As I got older my boundaries extended and I would go off with my friends on our bikes. In Uxbridge – top of the road and then a 20 minute bus ride – there was an open-air swimming pool and I swear we spent almost the entire summer holidays at this pool. I don’t remember having any access to an indoor pool. From the age of 11-12, I would cycle to the pool, we had a cycle path on the main road, and join my friends – my memory is of long, hot, sunny days. We also went swimming at Ruislip (quite a way away), where there was a Lido to swim in during the summer, although my mother didn’t like me to swim there, ‘you might catch polio’. This was a concern as my dad hadn’t let any of us have vaccinations – he thought we might be brain-damaged, so I suppose we were more at risk.
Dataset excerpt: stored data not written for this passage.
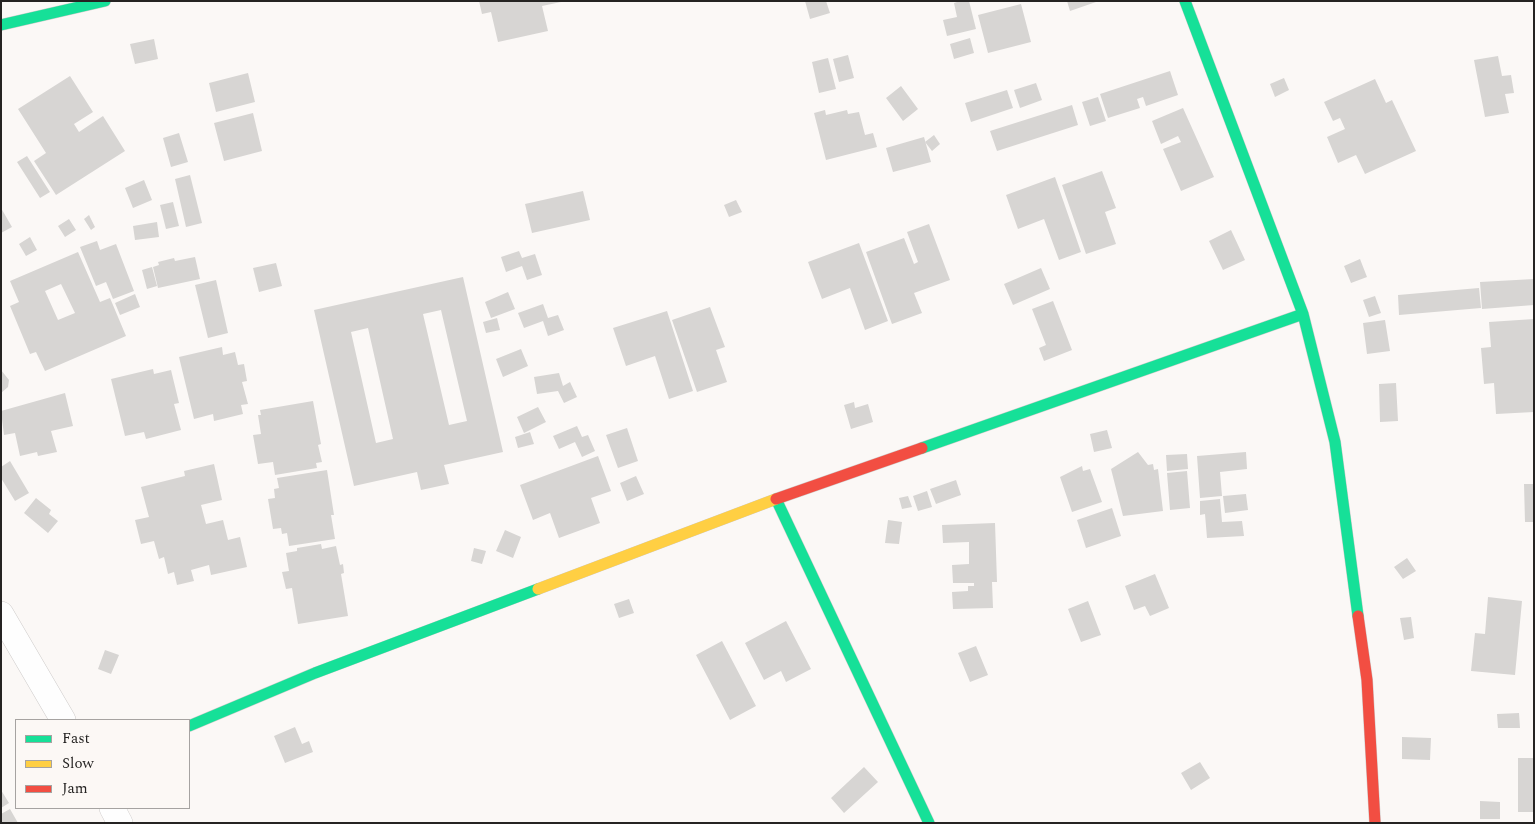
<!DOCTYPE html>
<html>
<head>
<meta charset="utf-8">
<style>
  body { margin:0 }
  #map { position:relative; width:1535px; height:824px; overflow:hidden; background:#fbf8f6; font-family:Spectral,serif }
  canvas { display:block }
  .frame { position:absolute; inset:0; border:2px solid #252322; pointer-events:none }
  .legend { position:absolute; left:15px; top:719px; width:175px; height:90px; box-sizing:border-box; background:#fcf8f5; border:1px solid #a6a3a1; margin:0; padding:6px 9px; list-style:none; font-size:15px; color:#252322 }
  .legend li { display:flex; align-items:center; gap:10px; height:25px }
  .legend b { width:25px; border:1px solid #a6a3a1 }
</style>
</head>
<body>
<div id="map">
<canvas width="1535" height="824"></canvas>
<div class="frame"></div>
<ul class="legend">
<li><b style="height:6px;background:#16e098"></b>Fast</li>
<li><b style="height:6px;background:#ffcf43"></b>Slow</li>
<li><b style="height:6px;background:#f24e42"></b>Jam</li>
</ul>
</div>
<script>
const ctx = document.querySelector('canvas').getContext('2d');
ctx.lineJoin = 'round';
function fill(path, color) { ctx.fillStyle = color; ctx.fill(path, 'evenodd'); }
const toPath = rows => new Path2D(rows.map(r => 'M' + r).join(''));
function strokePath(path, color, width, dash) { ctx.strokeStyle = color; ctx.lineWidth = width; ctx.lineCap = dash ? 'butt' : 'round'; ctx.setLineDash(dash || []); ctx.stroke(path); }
const building = toPath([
  [479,1,561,1,561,2,542,6,548,31,498,42,491,12,482,14],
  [805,1,826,1,830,13,810,19],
  [960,1,969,1,976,29,947,36,943,20,957,17,954,3],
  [1067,1,1096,1,1096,2,1070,11],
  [1021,4,1031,42,988,53,978,15],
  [970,38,974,53,954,59,950,44],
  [154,39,158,59,135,64,130,44],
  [848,55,854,78,839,82,833,59],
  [1498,56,1502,76,1511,75,1514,93,1505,94,1509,113,1485,117,1474,60],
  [828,58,836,89,819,93,812,62],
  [1170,71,1178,95,1146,106,1143,97,1137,99,1140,108,1108,118,1100,94],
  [248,73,255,102,216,112,209,83],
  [70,76,93,112,74,124,79,132,103,116,125,151,56,195,34,161,46,153,18,109],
  [1284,78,1289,90,1275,97,1270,84],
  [1375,79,1386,103,1392,100,1416,151,1365,174,1356,155,1338,163,1327,137,1345,129,1340,118,1333,121,1324,102],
  [1036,83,1042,100,1020,108,1014,90],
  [901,86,918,109,903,121,886,98],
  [1007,90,1013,108,971,122,965,103],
  [1098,97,1106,121,1090,126,1082,102],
  [1072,105,1078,125,997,151,990,131],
  [1183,108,1214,177,1181,191,1163,149,1181,142,1178,136,1161,144,1152,121],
  [825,110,826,115,847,110,848,114,859,112,865,135,873,133,877,147,826,160,814,113],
  [253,113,262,151,224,161,214,123],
  [179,133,188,162,171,167,163,138],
  [934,135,940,144,932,151,925,142],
  [924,137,931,162,893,172,886,148],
  [27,156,50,192,40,198,17,162],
  [1102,171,1116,208,1105,212,1116,244,1086,254,1062,185],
  [190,175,202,223,186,227,175,179],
  [1055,177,1081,252,1059,260,1044,219,1018,229,1006,195],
  [144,180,152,200,133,208,125,188],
  [583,191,590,220,532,233,525,204],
  [736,200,742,212,729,217,724,205],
  [173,202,179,226,166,229,160,205],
  [1,208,12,227,1,233],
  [89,215,95,227,91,230,84,219],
  [69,219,76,230,65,237,58,226],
  [157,222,159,237,135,240,133,226],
  [929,224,950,280,914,293,922,313,892,324,866,252,904,238,914,264,918,262,907,232],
  [1231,230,1245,260,1223,270,1209,241],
  [30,237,37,250,26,256,19,244],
  [97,241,100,250,116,244,134,291,113,299,106,282,96,286,80,247],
  [859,243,888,321,865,330,850,288,822,299,808,262],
  [519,251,522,258,535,254,542,275,527,280,522,266,506,272,501,257],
  [78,252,100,302,110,298,126,336,45,371,36,352,30,354,10,306,19,302,10,281],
  [61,284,75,313,58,320,45,291],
  [195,257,200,279,158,288,153,267,159,265,158,262,174,258,175,261],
  [1360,259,1367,277,1351,283,1344,266],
  [276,263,282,286,259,292,253,268],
  [152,267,157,286,147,289,142,270],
  [1041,268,1050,289,1013,305,1004,284],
  [463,277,503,452,444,465,449,484,421,490,417,472,354,486,314,310],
  [441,310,467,421,449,425,423,314],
  [368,328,393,439,376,443,351,332],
  [1534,279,1534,305,1482,309,1480,282],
  [216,280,228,333,208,338,195,285],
  [1479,288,1481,308,1399,315,1398,295],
  [508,292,515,309,491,318,485,302],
  [135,294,140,307,120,315,115,303],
  [1375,296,1381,313,1369,317,1363,300],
  [1053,301,1072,350,1044,361,1039,348,1046,345,1032,309],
  [543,304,548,318,558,315,564,330,548,336,543,321,524,328,518,313],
  [710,307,725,347,716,350,727,382,697,392,672,320],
  [667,311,693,391,669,399,655,356,626,366,613,328],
  [497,318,500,330,486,333,483,322],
  [1534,319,1534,412,1496,414,1494,383,1484,384,1481,348,1491,347,1489,322],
  [1385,320,1390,351,1367,354,1363,323],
  [222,347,223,355,235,352,238,365,244,364,247,381,242,382,248,404,241,405,243,414,214,421,213,414,194,419,179,357],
  [521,349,528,366,503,377,496,359],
  [153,369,154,374,171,370,179,403,174,404,181,430,146,439,144,432,125,436,111,379],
  [1,370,9,380,8,387,1,393],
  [559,373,563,386,570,382,577,397,564,403,558,391,537,394,534,377],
  [1396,383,1398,421,1380,422,1379,384],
  [65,393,73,426,51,431,57,452,38,456,37,452,20,456,15,433,4,435,1,411],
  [313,401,321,444,318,445,322,462,316,463,317,468,275,475,273,462,258,464,253,435,261,434,258,415,261,415,260,410],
  [854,402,855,408,868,404,873,422,851,429,844,405],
  [538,407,546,422,524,433,517,417],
  [577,426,582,437,588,435,595,451,582,457,575,442,559,449,553,436],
  [627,428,638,461,618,468,606,435],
  [1107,430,1112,448,1094,452,1090,434],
  [530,432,534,444,518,448,515,437],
  [1138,452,1148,465,1153,464,1154,470,1158,469,1163,511,1123,516,1111,469],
  [1246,452,1247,469,1220,472,1222,496,1200,498,1197,456],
  [1187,454,1188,469,1167,471,1166,455],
  [598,456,611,491,591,498,600,523,559,538,550,513,533,520,520,485],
  [10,461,29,493,15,501,1,478,1,467],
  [214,464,222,500,201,505,206,524,223,520,228,540,240,537,247,567,211,575,209,565,191,570,194,581,177,585,174,572,168,574,164,557,159,559,154,541,141,544,135,520,149,517,141,487,185,476,184,471],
  [1082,466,1083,471,1090,469,1102,502,1072,512,1060,477],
  [327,470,334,515,331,515,335,539,289,546,287,533,282,534,281,528,273,529,268,499,275,498,274,489,279,488,277,478],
  [1187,471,1190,508,1170,510,1167,473],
  [636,476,644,494,627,501,620,483],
  [956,480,961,495,936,504,930,489],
  [1524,484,1534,484,1534,522,1525,522],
  [927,491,932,507,918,511,913,496],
  [1246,494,1248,510,1225,513,1223,496],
  [908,496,912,507,902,509,899,498],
  [36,498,51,510,49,514,58,521,48,533,24,513],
  [1220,499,1222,522,1242,521,1244,536,1207,538,1205,514,1200,515,1200,501],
  [1112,508,1121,536,1086,548,1077,520],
  [888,520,902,522,899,544,885,543],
  [995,523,997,582,992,582,993,608,953,609,952,592,968,591,968,586,974,586,974,583,953,583,952,565,969,564,969,542,943,543,942,525],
  [505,530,521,537,513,558,496,551],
  [321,544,322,549,336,546,340,565,343,564,344,573,341,574,348,616,298,624,292,588,286,589,282,572,289,571,286,553,297,551,297,548],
  [474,548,486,551,482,564,471,561],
  [1407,558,1416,571,1403,579,1394,567],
  [1155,574,1169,608,1150,616,1145,606,1134,610,1125,586],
  [1488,597,1522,601,1515,675,1471,671,1475,633,1485,634],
  [629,599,634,613,619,618,614,604],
  [1088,601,1101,635,1081,642,1068,609],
  [1411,617,1414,638,1404,640,1400,618],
  [786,621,811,669,786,682,781,671,764,680,745,643],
  [722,641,756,706,730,720,696,655],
  [976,646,988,675,970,682,958,653],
  [105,650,119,655,111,674,98,669],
  [1519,713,1520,728,1498,728,1497,714],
  [295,727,302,744,309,741,313,752,285,763,274,736],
  [1402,737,1431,738,1430,760,1402,759],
  [1518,758,1534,758,1534,812,1518,812],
  [1200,762,1210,778,1191,790,1181,773],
  [864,767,878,782,844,813,831,798],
  [1,790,9,803,1,808],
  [1480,801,1500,802,1500,819,1480,819],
  [10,809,18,823,1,823,1,814]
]);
const street = toPath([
  [1,614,63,720],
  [112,808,120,823]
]);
const fast = toPath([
  [1185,1,1303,314,1335,442,1358,616],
  [1,25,105,1],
  [922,448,1303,314],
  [776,499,929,823],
  [189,726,315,673,538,589]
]);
const slow = toPath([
  [538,589,776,499]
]);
const jam = toPath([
  [776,499,922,448],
  [1358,616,1367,680,1375,823]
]);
fill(building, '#d7d5d3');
strokePath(street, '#cecbca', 26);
strokePath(fast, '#cecbca', 12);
strokePath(slow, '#cecbca', 12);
strokePath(jam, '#cecbca', 12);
strokePath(street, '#fefefe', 25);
strokePath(fast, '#16e098', 11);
strokePath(slow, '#ffcf43', 11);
strokePath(jam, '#f24e42', 11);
</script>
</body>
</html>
Most of our leisure as children was sorted out between us, adults had very little input. Even going to the cinema didn’t involve adults. Our local cinema was about 3 miles walk or two bus rides away. Saturday morning pictures and the cinema in general were really important. Children’s films were a big pull and considered a treat, especially if we were allowed to have a 6p bag of chips to have on the way home. One of THE highlights of my childhood was being taken to London by my grandfather to see the ‘7 Wonders of the World’ at the first widescreen cinema. It also had surround sound which actually scared me at first. My parents did take us to the cinema as well to see ‘Carry On’ films – we all loved them. One of the biggest disappointments of my childhood was being in hospital when Carry on Constable came out and I didn’t get to see it.
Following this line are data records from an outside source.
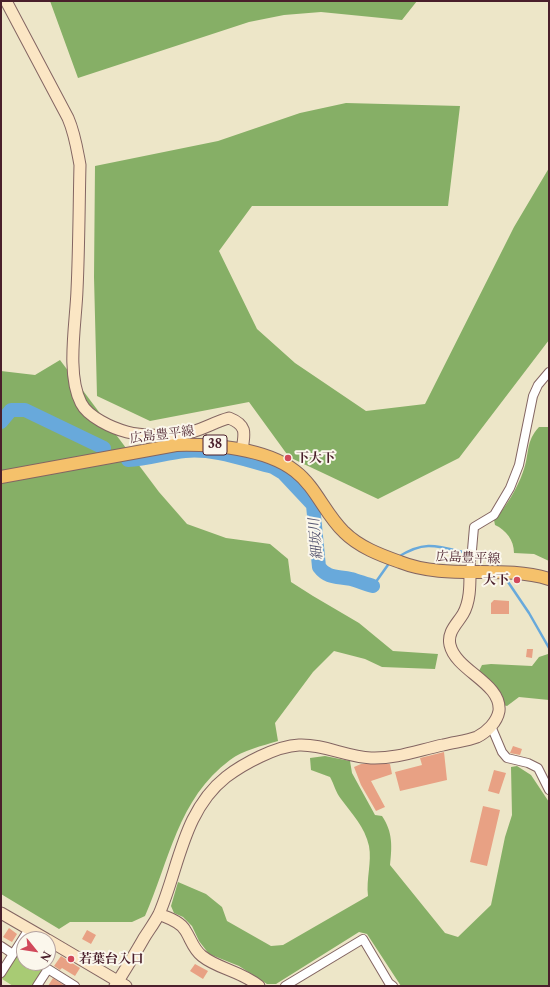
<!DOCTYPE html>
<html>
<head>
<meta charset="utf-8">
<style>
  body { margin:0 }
  #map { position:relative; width:550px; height:987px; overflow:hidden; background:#ede6c8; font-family:"Libre Caslon Text",serif }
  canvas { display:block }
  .frame { position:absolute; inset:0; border:2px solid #4a1f2b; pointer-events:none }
  .north { position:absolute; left:16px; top:931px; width:40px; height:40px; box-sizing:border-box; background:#fbf7ec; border:1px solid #b4a19f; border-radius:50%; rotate:120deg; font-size:11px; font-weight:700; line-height:16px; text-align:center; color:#4a1f2b }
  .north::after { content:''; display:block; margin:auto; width:14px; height:18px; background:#d1495b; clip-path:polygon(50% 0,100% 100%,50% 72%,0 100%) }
</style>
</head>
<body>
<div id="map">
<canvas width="550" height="987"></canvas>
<div class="frame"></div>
<div class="north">N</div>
</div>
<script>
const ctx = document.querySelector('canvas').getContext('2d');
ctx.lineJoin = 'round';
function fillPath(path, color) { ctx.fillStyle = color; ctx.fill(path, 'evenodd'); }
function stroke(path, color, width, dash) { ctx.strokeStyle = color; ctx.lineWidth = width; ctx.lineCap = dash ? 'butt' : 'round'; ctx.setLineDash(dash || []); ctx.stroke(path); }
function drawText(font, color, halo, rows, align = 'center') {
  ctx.font = font + ' "Libre Caslon Text","Noto Serif JP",serif'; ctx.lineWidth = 4; ctx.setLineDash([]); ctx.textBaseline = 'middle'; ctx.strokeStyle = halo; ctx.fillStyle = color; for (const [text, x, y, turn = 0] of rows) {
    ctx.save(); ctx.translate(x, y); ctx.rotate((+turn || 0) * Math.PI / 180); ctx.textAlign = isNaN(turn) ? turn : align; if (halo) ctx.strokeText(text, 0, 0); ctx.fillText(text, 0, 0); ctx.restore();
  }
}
const green = new Path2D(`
  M24 944V963H47L33 986H13L2 979Z`);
const forest = new Path2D(`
  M50 1H417L402 20 321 12 284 15 249 22 78 78Z
  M346 103 460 106 448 206H252L219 251 257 329 295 363 366 411 425 404 514 227 549 168V340L459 458 378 499 289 457 249 402 150 421 97 396 94 277 95 166 218 141 300 113Z
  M60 360 159 492 187 524 226 538 270 544 288 559 291 582 313 596 359 623 393 651 438 654 435 669 382 667 365 659 334 651 313 672 275 723 278 741C262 746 243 750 230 760 178 798 169 862 145 916L132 922H70L59 929 1 894V371L35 375Z
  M539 427H549V561L534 554 514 553C514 540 506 530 495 525L494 520C506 507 517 489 523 472 530 454 525 442 539 427Z
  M548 654 549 700 519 697 507 706 503 705 500 692 479 671 482 665 491 664 532 666 539 657Z
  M325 756 350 761 352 773 375 815 382 816C393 832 392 847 390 865L445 933 458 937 491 905 505 837 512 815 511 767 517 766 531 775 549 802V986H401L367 934 359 932 276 984H267L239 966 209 954 199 941 192 926 183 917 174 913 171 906 178 882 206 894 222 907 227 921 271 946 283 945 368 896C366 879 372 862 369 846 365 827 352 814 341 799 336 793 334 784 330 777L311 770 310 758Z`);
const stream = new Path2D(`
  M398 557C423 541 435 545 463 552 472 554 482 554 491 555L500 568
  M504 576 529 613 549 648
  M373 586 390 562`);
const river = new Path2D(`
  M1 422 11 410H25L104 448
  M128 460C148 459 166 453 185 451 214 448 245 460 273 467L283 473 313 505 319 567C328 579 338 576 351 579 358 581 366 584 373 586`);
const building = new Path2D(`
  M494 600 509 601V614H491V603Z
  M527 649H533L532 658 526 657Z
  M513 746 522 749 520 755 510 753Z
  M444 752 447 780 400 791 395 772 422 765 420 758Z
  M361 764H390L392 774 371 781 385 807 376 811 361 785 354 767Z
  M494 770 506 773 499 794 488 791Z
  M483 806 500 810 487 866 470 862Z
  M9 928 17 934 12 942 3 937Z
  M87 930 96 935 91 944 82 939Z
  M61 956 80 968 75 976 62 968 60 970 54 966Z
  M195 964 208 971 203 979 190 971Z
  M53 978 65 986H48Z`);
const street = new Path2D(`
  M470 573 474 527 494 515 510 488 519 465 533 396 538 385 549 372
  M491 726 502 752 507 758 528 763 538 768 549 790
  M1 946 13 954
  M1 973 29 929
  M37 986 48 969 75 986
  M285 986 363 939 389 983 393 986`);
const secondary = new Path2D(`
  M6 1 68 118C75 134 77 149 80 165 79 207 79 248 77 290 76 322 66 374 81 403 88 417 112 428 127 432 142 436 165 436 181 434 198 433 213 422 229 418 247 425 245 433 242 449
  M1 913 46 939
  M159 914C168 918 180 921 185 930 191 939 193 949 202 956 218 969 241 971 259 986
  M48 940 126 986
  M115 986C125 970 135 954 144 938 149 930 155 922 159 914 179 868 183 811 226 777 243 764 276 746 299 745 323 744 347 757 371 758 396 759 419 750 443 745 454 742 467 741 477 737 487 732 497 722 499 711 502 683 456 671 450 645 447 632 457 624 463 614 470 602 470 586 470 573`);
const primary = new Path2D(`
  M1 477 176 445C212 444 266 448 295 471 316 487 325 514 344 532 359 547 380 555 400 562 448 581 500 564 549 579`);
const markers = [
  [288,458,4,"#d1495b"],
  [517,580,4,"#d1495b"],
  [71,959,4,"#d1495b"]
];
const shields = [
  [215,445,24]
];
const shieldNames = [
  ["38",215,445]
];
const streetNames = [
  ["広島豊平線",162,435,-7],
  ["広島豊平線",468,558,2]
];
const poiNames = [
  ["下大下",296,458],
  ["大下",509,580,"right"],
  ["若葉台入口",79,959]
];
const waterNames = [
  ["細坂川",316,539,-95]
];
fillPath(green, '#a8cb74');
fillPath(forest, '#86af66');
stroke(stream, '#68a9db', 2.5);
stroke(river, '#68a9db', 14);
fillPath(building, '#e8a184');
stroke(street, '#836562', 10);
stroke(secondary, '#836562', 13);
stroke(primary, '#836562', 14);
stroke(street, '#fff', 8);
stroke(secondary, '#fbe6c4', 11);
stroke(primary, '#f5c16b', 12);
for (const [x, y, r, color] of markers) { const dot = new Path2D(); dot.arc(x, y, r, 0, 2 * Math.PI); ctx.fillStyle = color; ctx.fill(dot); stroke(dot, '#fbf7ec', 1.5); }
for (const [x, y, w] of shields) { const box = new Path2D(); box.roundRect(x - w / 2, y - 10, w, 20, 3); ctx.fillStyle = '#fbf7ec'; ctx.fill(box); stroke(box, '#4a1f2b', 1); }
drawText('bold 12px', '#4a1f2b', null, shieldNames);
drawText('13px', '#4a1f2b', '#fbf7ec', streetNames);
drawText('bold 13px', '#4a1f2b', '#fbf7ec', poiNames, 'left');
drawText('italic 14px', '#565671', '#fbf7ec', waterNames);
</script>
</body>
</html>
Looking back, I spent very little leisure time with my parents, Dad did a lot with my brother, but not much with me, although one thing I do remember was my father made a model radio-controlled boat and we used to take it to the local pond and sail it. I have since learnt that there were over 1 million self-assembled boats being sailed on ponds in the 1950s in Britain, so as a family we were probably quite typical in our leisure activities with mum, dad and children engaging in very different pastimes, it was only on Sunday would we do something together as a family on the after lunch drive to the country.